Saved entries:

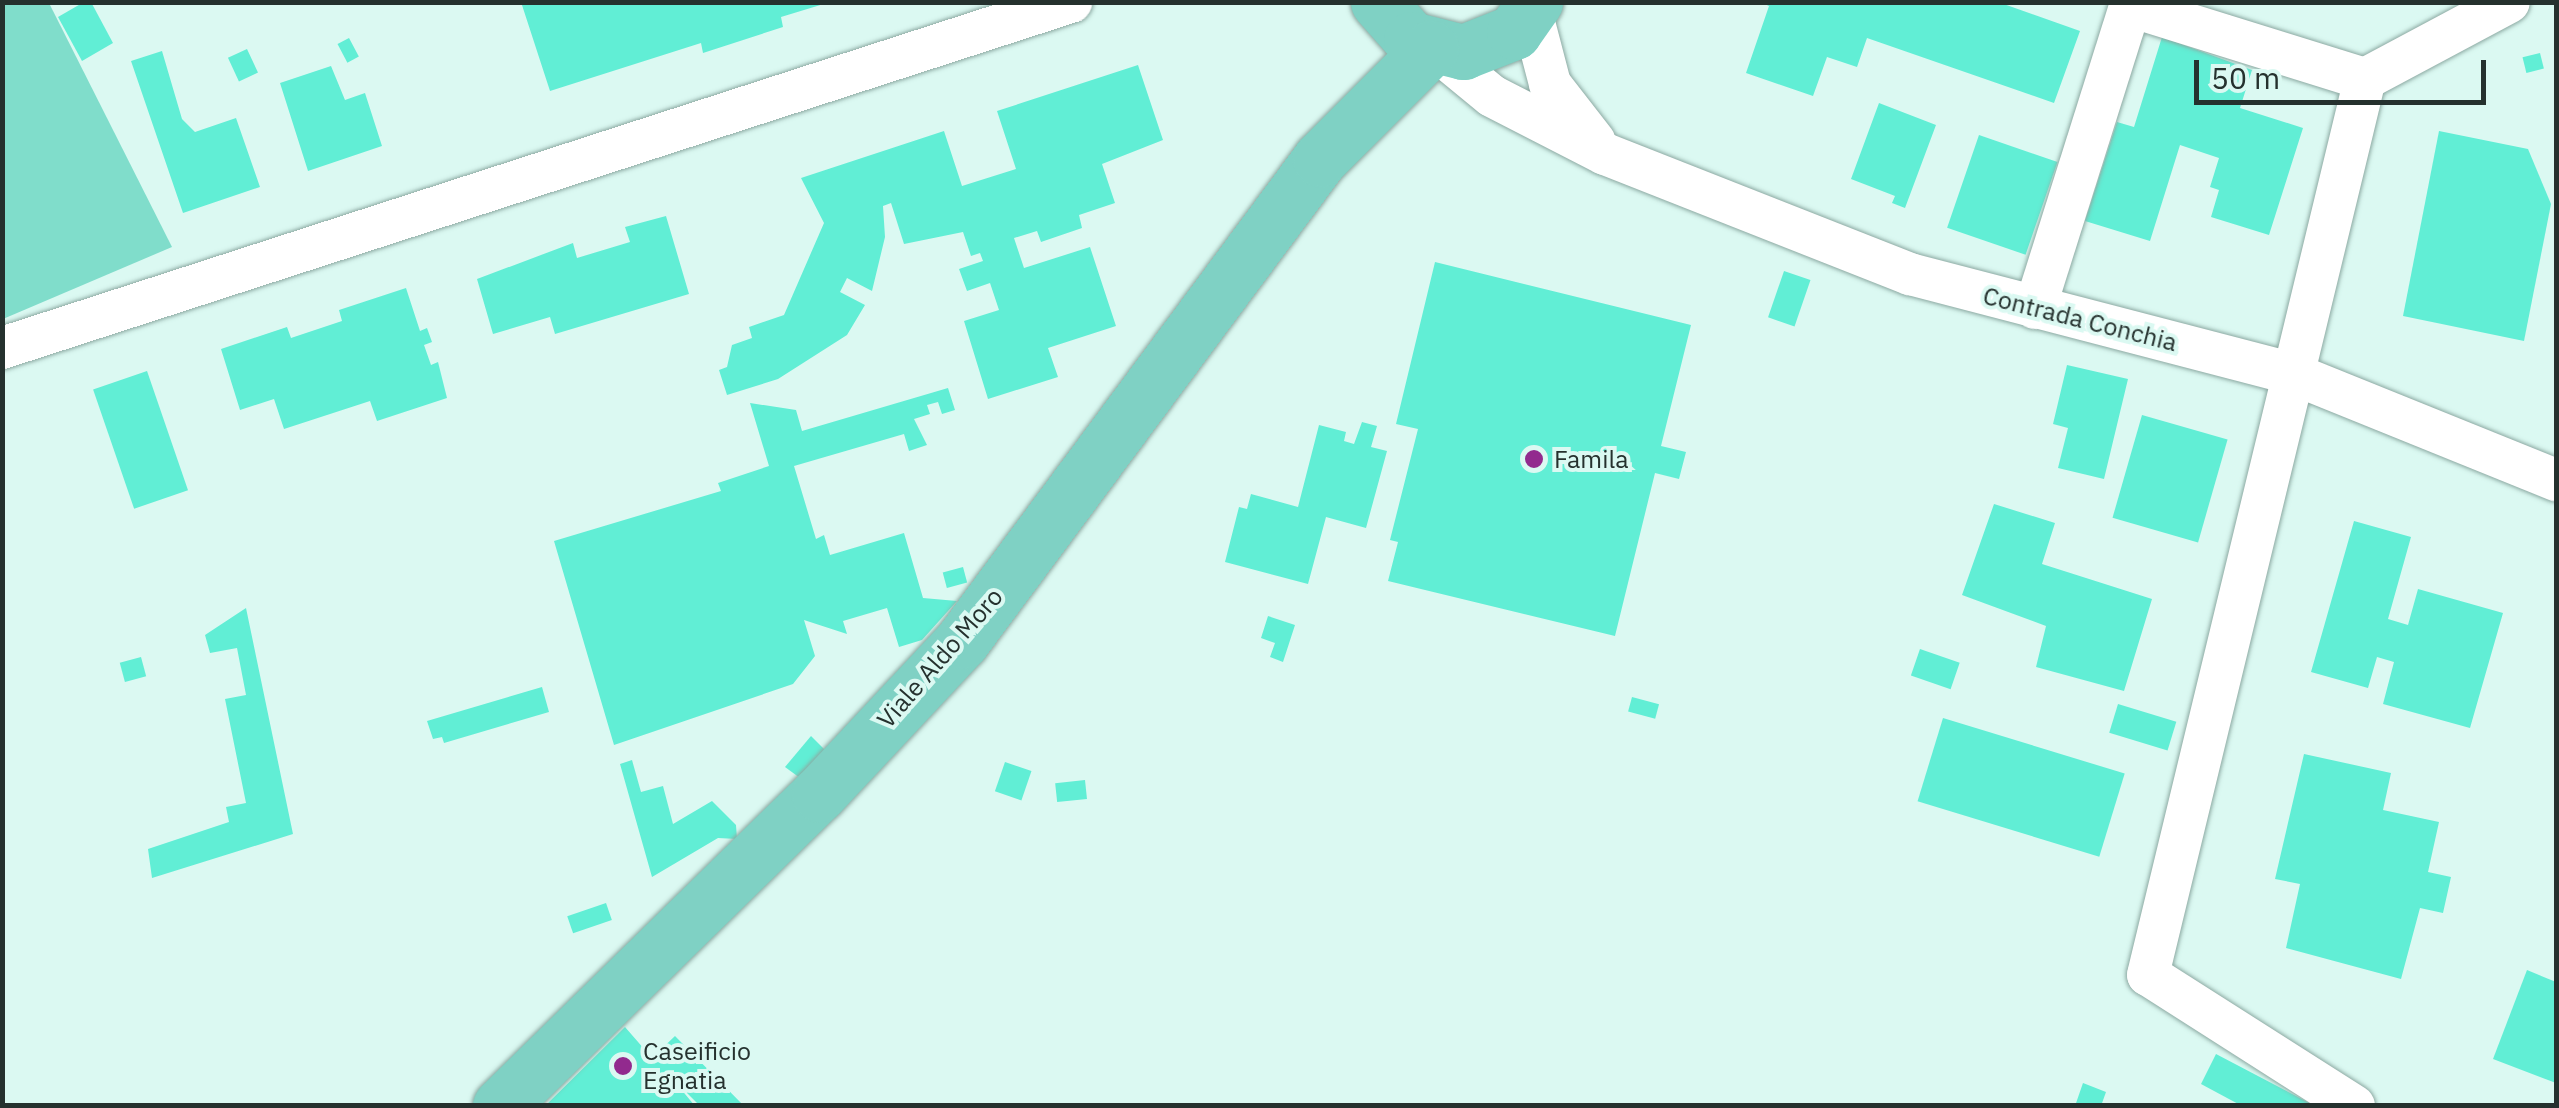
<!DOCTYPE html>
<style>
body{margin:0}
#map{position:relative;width:2559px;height:1108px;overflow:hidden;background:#dbf9f2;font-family:"IBM Plex Sans",sans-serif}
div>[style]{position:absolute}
.green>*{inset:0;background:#80ddcb}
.building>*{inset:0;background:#61eed5;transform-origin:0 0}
.roads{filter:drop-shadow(0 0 2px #8ca9a2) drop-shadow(0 0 2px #8ca9a2)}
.minor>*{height:42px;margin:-21px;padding:0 21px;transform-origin:21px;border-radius:21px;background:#fff}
.major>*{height:55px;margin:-27.5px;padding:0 27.5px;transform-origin:27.5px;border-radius:27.5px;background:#7fd1c4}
.dots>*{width:28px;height:28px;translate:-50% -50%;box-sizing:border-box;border:5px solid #dbf9f2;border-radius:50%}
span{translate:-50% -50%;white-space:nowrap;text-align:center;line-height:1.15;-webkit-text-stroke:8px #dbf9f2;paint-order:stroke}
.street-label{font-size:25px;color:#25312e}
.poi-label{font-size:25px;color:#25312e}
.left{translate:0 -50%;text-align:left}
.frame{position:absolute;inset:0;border:5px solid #25312e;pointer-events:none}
.scale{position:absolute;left:2194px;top:60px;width:292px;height:45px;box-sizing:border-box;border:5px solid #25312e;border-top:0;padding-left:12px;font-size:30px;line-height:35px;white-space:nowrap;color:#25312e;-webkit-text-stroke:8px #dbf9f2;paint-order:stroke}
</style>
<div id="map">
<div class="green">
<i style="clip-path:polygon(2px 3px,49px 3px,172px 247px,3px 319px)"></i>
</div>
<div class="building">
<i style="clip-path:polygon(84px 2px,91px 2px,113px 43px,82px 61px,58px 17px)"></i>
<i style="clip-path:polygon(521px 2px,826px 2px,827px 3px,781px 17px,783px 27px,703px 53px,701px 43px,550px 91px)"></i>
<i style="clip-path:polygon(1760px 2px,1998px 2px,2080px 31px,2054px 103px,1867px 38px,1857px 67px,1827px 57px,1813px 96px,1746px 73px,1769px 6px)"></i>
<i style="clip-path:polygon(2162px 37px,2252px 70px,2240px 108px,2303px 128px,2269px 235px,2211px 217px,2219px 190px,2210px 187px,2219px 158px,2180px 145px,2150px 241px,2085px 221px,2117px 122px,2134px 127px)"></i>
<i style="left:349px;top:38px;width:21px;height:13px;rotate:62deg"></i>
<i style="left:247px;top:49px;width:26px;height:21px;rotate:65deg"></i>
<i style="clip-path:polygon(162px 51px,182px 119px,195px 132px,236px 118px,260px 187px,183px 213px,131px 61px)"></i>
<i style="left:2540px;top:53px;width:16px;height:18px;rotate:76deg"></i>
<i style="clip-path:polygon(1138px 65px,1163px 140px,1102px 164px,1115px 203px,1079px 215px,1082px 228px,1041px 242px,1037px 231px,1014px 238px,1024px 268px,1090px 247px,1116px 326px,1048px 348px,1058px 377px,988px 399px,964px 321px,999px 310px,990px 283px,967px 291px,959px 269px,983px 261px,980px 253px,971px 256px,963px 232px,904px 244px,891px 203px,883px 206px,885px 237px,872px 291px,847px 278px,840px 292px,865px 305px,847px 335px,778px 379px,727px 395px,719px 370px,727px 367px,732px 345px,752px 338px,749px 327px,784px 315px,824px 223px,801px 178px,944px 131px,962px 186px,1016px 169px,997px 111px)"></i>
<i style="clip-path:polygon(331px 66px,345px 100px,365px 93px,382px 146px,308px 171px,280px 83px)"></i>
<i style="clip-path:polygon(1879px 103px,1936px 125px,1905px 208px,1892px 203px,1895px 196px,1851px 179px)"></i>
<i style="clip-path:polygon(2439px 131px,2528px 149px,2551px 204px,2524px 341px,2403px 316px)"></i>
<i style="left:1979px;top:135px;width:83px;height:98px;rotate:19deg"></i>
<i style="clip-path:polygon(666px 216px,689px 294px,555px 334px,550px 317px,493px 334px,477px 279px,573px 243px,577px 258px,630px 242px,625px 227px)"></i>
<i style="clip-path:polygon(1435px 262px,1691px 325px,1661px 446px,1686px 452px,1679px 479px,1655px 473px,1615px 636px,1388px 581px,1398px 542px,1390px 540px,1418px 429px,1396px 424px)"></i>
<i style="left:1784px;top:271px;width:28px;height:49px;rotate:19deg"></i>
<i style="clip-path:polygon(406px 288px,420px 331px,427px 328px,432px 342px,424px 345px,431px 365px,438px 362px,447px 398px,377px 421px,370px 401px,284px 429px,274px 399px,240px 410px,221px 349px,287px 327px,291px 338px,342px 321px,339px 310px)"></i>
<i style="clip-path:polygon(2067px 365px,2128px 379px,2104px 479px,2058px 468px,2068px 428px,2053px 424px)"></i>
<i style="left:147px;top:371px;width:126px;height:57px;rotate:71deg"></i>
<i style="clip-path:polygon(948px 388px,955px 410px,942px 414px,938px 402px,927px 405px,930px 414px,914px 419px,927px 445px,909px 451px,904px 434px,794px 466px,816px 539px,824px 535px,830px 555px,904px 533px,923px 598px,957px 601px,922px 640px,899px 647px,887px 608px,843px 621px,847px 634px,804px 620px,815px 656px,793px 684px,614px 745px,554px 541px,721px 491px,718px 483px,769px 466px,750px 403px,796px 410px,802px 431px)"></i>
<i style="left:2142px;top:415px;width:89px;height:107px;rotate:16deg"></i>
<i style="clip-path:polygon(1362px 422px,1377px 426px,1371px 447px,1387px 451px,1366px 528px,1326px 517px,1308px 584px,1225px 562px,1239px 507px,1247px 509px,1251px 494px,1298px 507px,1319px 425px,1346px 432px,1344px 441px,1354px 444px)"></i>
<i style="clip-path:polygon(1994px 504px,2055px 523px,2042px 564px,2152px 599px,2124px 691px,2036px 667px,2046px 626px,1962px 595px)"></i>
<i style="clip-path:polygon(2354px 521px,2411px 537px,2388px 619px,2408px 625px,2418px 589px,2503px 613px,2470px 728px,2383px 704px,2394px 662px,2377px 657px,2368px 688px,2311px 672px)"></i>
<i style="left:963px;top:567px;width:16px;height:21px;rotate:75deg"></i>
<i style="clip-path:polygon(246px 608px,293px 834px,152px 878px,148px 849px,229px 822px,226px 807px,246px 803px,225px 699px,246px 695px,237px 648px,210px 653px,205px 635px)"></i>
<i style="clip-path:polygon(1268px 616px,1295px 625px,1283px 662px,1270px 657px,1275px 643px,1261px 638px)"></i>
<i style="left:1920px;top:649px;width:42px;height:28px;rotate:19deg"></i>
<i style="left:141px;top:657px;width:20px;height:22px;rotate:75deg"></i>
<i style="clip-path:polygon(542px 687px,549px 712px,444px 743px,442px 737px,433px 739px,427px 721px)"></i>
<i style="left:1632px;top:697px;width:28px;height:15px;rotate:15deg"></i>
<i style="left:2118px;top:704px;width:61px;height:30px;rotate:17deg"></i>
<i style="left:1943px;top:718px;width:190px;height:87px;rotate:17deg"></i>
<i style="clip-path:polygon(811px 736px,826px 751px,800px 778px,785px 767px)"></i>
<i style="clip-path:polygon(2304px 754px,2391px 773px,2383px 810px,2439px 822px,2428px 872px,2451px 877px,2443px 913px,2420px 908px,2401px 979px,2286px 948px,2300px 884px,2275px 879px)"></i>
<i style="clip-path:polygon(632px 760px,641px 792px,663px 786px,673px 824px,712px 801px,736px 825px,737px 839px,718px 838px,652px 877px,620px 764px)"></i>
<i style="left:1005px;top:762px;width:28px;height:31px;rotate:19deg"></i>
<i style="left:1085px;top:780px;width:19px;height:30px;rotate:84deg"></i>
<i style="left:606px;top:903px;width:18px;height:41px;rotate:71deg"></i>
<i style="clip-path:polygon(2527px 970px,2556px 982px,2556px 1083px,2493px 1059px)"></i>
<i style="clip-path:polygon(625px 1027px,652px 1058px,675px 1036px,744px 1106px,700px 1106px,670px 1076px,695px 1106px,545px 1106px)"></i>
<i style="clip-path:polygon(2216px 1054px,2315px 1106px,2242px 1106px,2201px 1084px)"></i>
<i style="clip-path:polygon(2083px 1083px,2106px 1092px,2101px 1106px,2075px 1106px)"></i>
</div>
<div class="roads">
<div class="minor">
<i style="left:1531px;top:11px;width:75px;rotate:75.4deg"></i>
<i style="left:1550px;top:84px;width:73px;rotate:52.2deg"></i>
<i style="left:1436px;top:50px;width:72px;rotate:39.4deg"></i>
<i style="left:1492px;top:96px;width:127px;rotate:27.2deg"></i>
<i style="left:1605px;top:154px;width:328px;rotate:21.5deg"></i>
<i style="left:1910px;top:274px;width:394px;rotate:14.6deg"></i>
<i style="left:2291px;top:373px;width:286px;rotate:22deg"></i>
<i style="left:2035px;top:308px;width:317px;rotate:-72.5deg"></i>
<i style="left:2130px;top:6px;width:246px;rotate:17.3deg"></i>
<i style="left:2365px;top:79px;width:163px;rotate:-28.1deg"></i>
<i style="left:2px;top:348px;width:1124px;rotate:-17.94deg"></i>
<i style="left:2354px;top:1106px;width:244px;rotate:-147.5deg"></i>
<i style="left:2148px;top:975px;width:922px;rotate:-76.39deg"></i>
</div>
<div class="major">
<i style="left:1378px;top:2px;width:50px;rotate:48.3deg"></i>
<i style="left:1411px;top:39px;width:54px;rotate:14deg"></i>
<i style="left:1463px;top:52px;width:55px;rotate:-21.4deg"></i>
<i style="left:1514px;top:32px;width:37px;rotate:-55deg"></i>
<i style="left:500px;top:1106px;width:446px;rotate:-44.4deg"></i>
<i style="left:819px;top:794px;width:209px;rotate:-46.9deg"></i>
<i style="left:962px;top:641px;width:600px;rotate:-53.4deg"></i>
<i style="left:1320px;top:159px;width:157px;rotate:-45deg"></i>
</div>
</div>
<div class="dots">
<i style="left:1534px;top:459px;background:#922a8e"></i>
<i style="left:623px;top:1066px;background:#922a8e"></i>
</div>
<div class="street-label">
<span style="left:2080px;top:319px;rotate:14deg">Contrada Conchia</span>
<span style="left:940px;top:658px;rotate:-49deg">Viale Aldo Moro</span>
</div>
<div class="poi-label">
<span class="left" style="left:1554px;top:459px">Famila</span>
<span class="left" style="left:643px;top:1066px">Caseificio<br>Egnatia</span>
</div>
<div class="frame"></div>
<div class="scale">50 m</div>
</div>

▸ Work to be completed:
Omit the pictures. Print, word for word, the lines from the beginning of the entries above through the line that holds "2px #8ca9a2) drop-shadow(0".

▸ Response:
<!DOCTYPE html>
<style>
body{margin:0}
#map{position:relative;width:2559px;height:1108px;overflow:hidden;background:#dbf9f2;font-family:"IBM Plex Sans",sans-serif}
div>[style]{position:absolute}
.green>*{inset:0;background:#80ddcb}
.building>*{inset:0;background:#61eed5;transform-origin:0 0}
.roads{filter:drop-shadow(0 0 2px #8ca9a2) drop-shadow(0 0 2px #8ca9a2)}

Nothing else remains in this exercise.